Say only the number of lines in the entries below that contain "boxes".

- - - - - - -

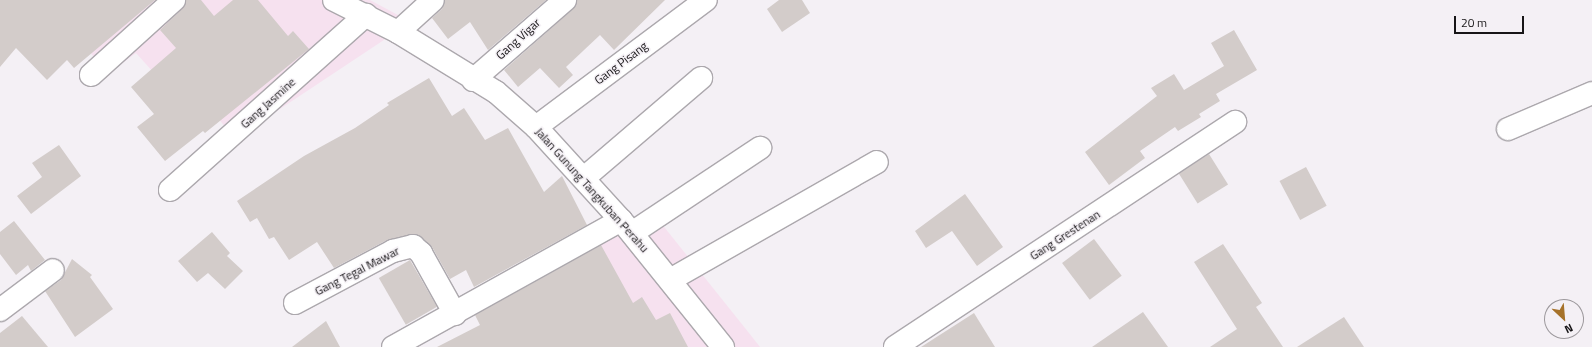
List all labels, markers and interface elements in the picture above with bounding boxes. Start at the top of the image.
scale bar [1456,8,1526,34]
text: 20 m [1461,13,1487,32]
street label: Gang Vigar [493,15,543,63]
street label: Gang Pisang [592,38,650,88]
street label: Gang Jasmine [238,75,298,131]
street label: Jalan Gunung Tangkuban Perahu [532,125,652,255]
street label: Gang Grestenan [1027,207,1103,263]
street label: Gang Tegal Mawar [312,244,402,298]
north arrow [1544,299,1584,339]
text: N [1562,320,1576,338]

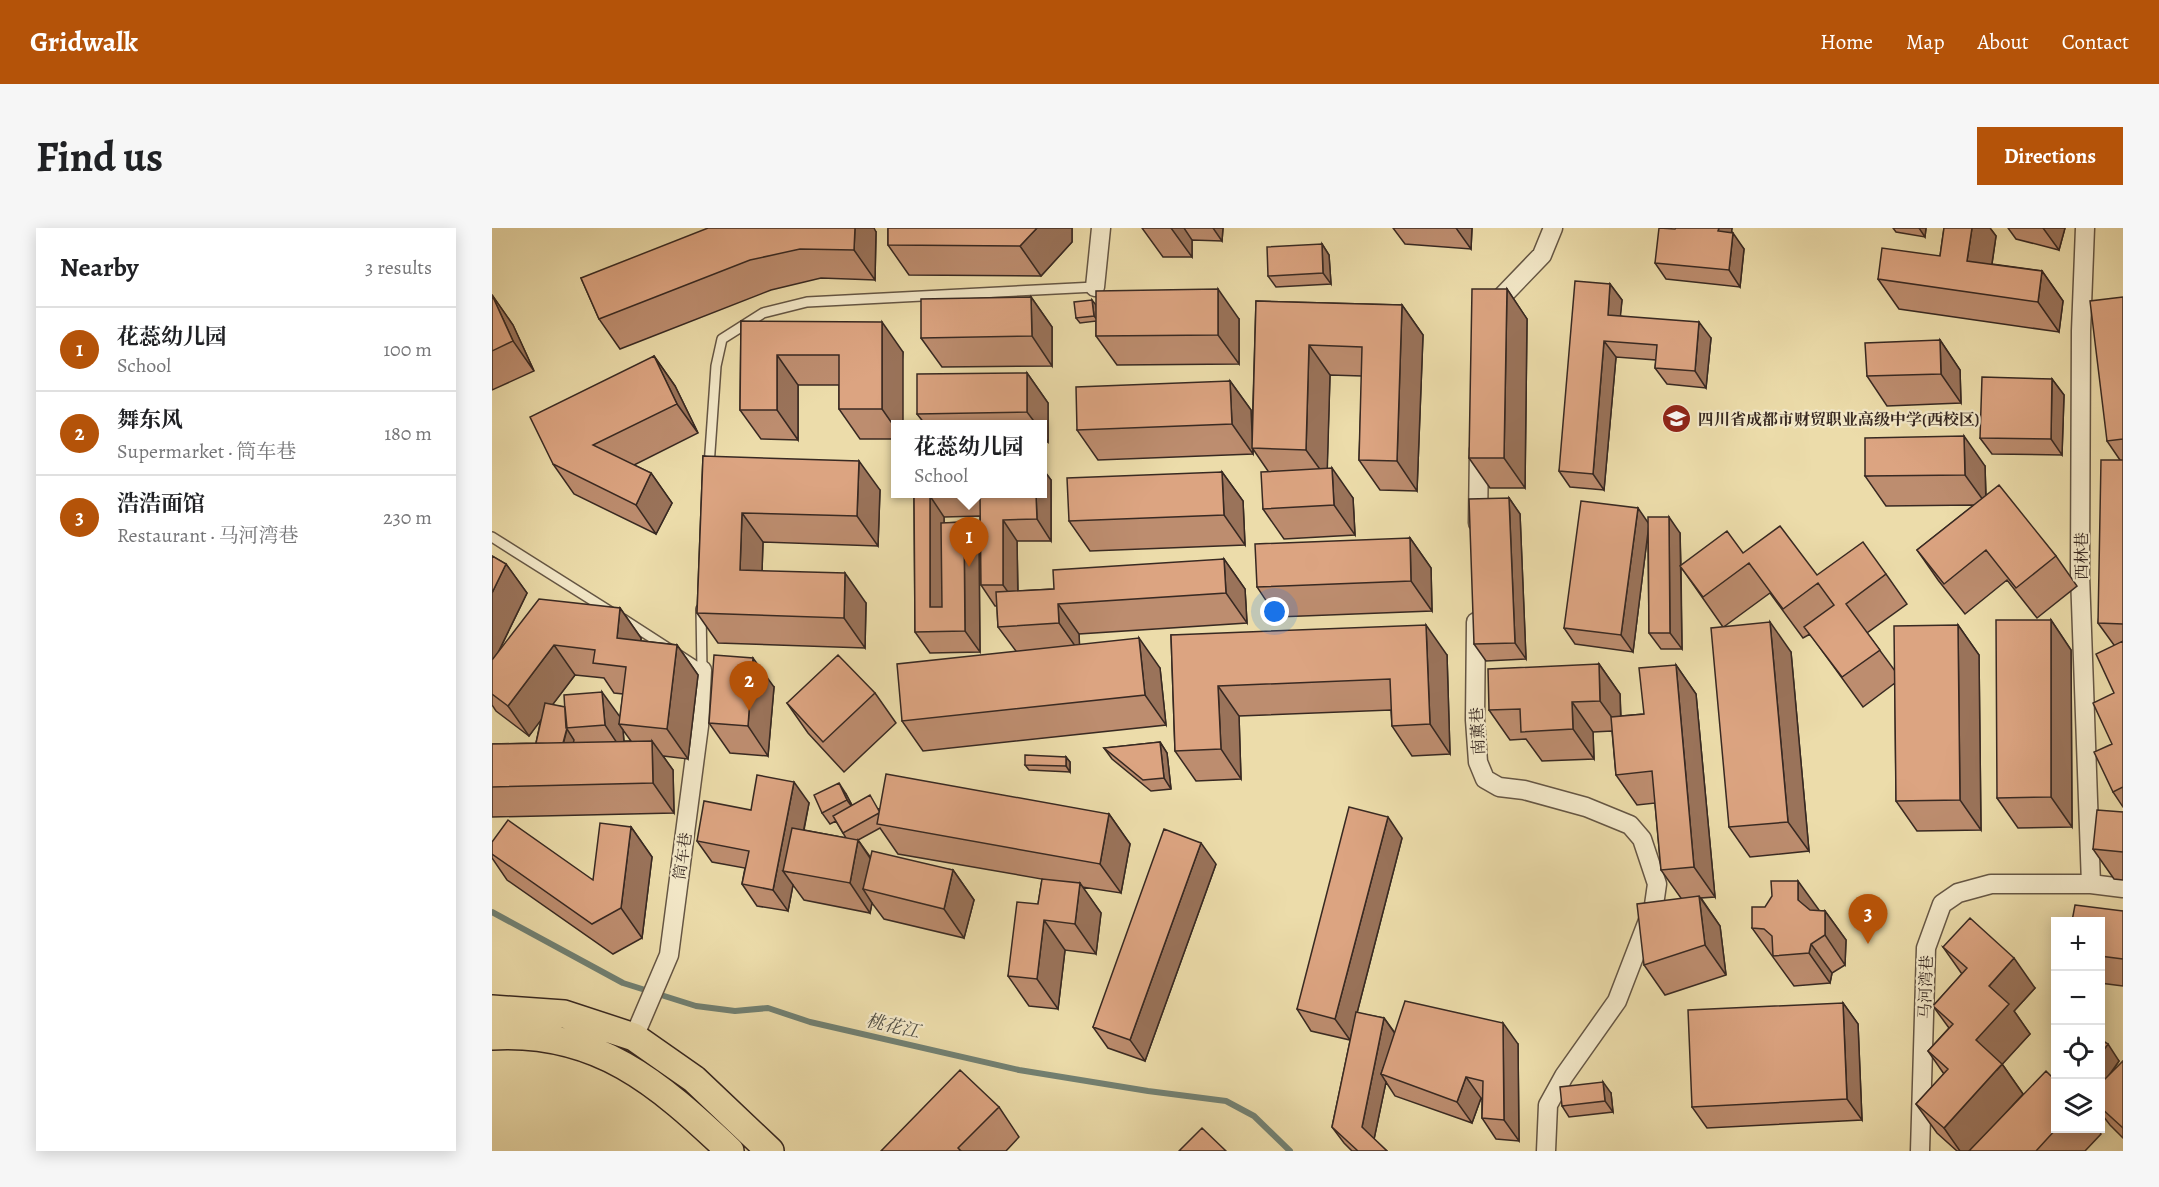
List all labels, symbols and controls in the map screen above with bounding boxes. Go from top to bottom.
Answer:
text: Gridwalk [30,23,138,61]
text: Home [1820,28,1873,56]
text: Map [1906,28,1944,56]
text: About [1977,28,2029,56]
text: Contact [2062,28,2129,56]
button: Directions [1977,127,2123,185]
text: Find us [36,128,163,185]
text: Nearby [60,250,139,285]
text: 3 results [365,254,432,281]
text: 花蕊幼儿园 [117,322,227,352]
text: 1 [76,336,83,363]
text: 100 m [383,336,432,363]
text: School [117,352,171,379]
school or university icon: 四川省成都市财贸职业高级中学(西校区) [1661,403,1693,435]
text: 舞东风 [117,405,183,435]
place label: 四川省成都市财贸职业高级中学(西校区) [1698,409,1979,431]
text: 2 [75,420,84,447]
text: 180 m [384,420,432,447]
popup [891,420,1047,498]
text: 花蕊幼儿园 [914,432,1024,462]
text: Supermarket · 筒车巷 [117,438,296,465]
text: School [914,462,968,489]
text: 浩浩面馆 [117,489,205,519]
text: 3 [75,504,84,531]
text: 230 m [383,504,432,531]
pin: 1 [950,518,988,567]
text: Restaurant · 马河湾巷 [117,522,299,549]
street label: 西林巷 [2071,532,2093,580]
your location [1260,597,1289,626]
pin: 2 [730,662,768,711]
street label: 南薰巷 [1466,706,1490,755]
street label: 筒车巷 [669,831,697,881]
pin: 3 [1848,894,1888,944]
map controls [2051,917,2105,1133]
button: + [2051,917,2105,971]
street label: 马河湾巷 [1914,955,1938,1019]
button: − [2051,971,2105,1025]
water label: 桃花江 [864,1008,925,1044]
button: locate [2051,1025,2105,1079]
button: layers [2051,1079,2105,1133]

- - - - - - -

▶ [EXERCISE RESPONSE]:
2